**TASK INSTRUCTIONS**: Note each line of the entries that includes "Dionne". Then copy those lines.

___ SUPPLIED RECORDS ___

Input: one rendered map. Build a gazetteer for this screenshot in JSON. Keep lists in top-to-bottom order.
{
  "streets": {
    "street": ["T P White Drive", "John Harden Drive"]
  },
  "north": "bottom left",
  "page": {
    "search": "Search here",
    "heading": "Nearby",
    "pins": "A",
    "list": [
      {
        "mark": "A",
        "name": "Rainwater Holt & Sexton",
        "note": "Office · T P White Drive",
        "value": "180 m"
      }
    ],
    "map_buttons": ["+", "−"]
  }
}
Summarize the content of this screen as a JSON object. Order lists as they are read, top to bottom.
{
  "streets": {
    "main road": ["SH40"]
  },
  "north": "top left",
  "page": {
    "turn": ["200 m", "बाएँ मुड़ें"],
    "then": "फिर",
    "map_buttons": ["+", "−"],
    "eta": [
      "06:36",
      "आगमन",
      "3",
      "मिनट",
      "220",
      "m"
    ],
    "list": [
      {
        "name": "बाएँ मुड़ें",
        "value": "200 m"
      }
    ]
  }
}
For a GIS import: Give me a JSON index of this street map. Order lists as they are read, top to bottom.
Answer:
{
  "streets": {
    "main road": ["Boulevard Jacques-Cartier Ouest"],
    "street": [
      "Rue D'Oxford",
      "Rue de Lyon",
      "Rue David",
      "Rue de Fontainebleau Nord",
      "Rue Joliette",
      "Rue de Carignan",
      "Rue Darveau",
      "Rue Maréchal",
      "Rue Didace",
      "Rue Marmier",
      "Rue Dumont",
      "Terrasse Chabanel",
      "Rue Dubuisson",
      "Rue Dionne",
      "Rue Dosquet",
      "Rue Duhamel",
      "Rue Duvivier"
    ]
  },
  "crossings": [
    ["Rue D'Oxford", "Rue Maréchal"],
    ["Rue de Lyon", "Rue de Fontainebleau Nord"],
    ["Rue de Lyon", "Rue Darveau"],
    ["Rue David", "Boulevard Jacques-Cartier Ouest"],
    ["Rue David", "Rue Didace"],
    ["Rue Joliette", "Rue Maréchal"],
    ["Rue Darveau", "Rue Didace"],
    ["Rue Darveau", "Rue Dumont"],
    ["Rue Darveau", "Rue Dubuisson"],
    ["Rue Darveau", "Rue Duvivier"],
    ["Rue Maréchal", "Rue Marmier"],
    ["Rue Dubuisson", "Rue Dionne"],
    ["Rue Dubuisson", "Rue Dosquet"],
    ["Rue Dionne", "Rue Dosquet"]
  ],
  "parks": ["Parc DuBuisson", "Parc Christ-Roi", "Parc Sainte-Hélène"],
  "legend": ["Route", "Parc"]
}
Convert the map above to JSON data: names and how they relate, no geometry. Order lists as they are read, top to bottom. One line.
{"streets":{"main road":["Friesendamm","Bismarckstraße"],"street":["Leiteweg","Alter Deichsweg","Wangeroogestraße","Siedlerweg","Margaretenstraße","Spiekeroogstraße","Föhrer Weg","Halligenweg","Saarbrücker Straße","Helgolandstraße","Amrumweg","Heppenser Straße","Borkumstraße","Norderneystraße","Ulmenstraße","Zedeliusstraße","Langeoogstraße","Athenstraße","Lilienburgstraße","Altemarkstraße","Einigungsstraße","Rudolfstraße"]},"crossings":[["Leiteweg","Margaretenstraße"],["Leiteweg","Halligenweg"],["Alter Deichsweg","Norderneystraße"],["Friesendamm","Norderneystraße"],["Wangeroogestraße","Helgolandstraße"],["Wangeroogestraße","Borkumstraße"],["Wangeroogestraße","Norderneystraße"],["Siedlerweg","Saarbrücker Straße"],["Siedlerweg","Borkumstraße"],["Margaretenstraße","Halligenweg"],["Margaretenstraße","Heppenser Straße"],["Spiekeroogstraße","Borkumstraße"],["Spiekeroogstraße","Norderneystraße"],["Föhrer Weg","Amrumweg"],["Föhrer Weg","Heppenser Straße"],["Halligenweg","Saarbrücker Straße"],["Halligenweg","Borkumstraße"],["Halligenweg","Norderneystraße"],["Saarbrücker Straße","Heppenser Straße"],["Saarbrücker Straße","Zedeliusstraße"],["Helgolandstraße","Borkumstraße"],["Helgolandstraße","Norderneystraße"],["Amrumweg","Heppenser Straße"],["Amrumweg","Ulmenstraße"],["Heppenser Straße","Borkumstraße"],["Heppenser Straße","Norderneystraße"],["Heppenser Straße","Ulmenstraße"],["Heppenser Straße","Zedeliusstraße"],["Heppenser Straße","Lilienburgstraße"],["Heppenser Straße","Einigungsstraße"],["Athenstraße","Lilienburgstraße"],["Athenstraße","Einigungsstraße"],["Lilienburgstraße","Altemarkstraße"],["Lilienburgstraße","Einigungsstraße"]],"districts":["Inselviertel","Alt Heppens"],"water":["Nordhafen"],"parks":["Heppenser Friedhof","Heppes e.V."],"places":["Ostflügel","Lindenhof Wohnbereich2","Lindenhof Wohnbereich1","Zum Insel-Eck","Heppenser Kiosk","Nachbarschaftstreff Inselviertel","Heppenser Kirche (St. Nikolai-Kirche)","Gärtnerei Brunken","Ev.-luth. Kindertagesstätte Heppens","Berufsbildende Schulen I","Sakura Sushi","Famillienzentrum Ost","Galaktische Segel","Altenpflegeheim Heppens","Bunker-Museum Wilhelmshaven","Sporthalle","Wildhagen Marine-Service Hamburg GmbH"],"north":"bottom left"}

___

**RESPONSE TO THIS EXERCISE**:
      "Rue Dionne",
    ["Rue Dubuisson", "Rue Dionne"],
    ["Rue Dionne", "Rue Dosquet"]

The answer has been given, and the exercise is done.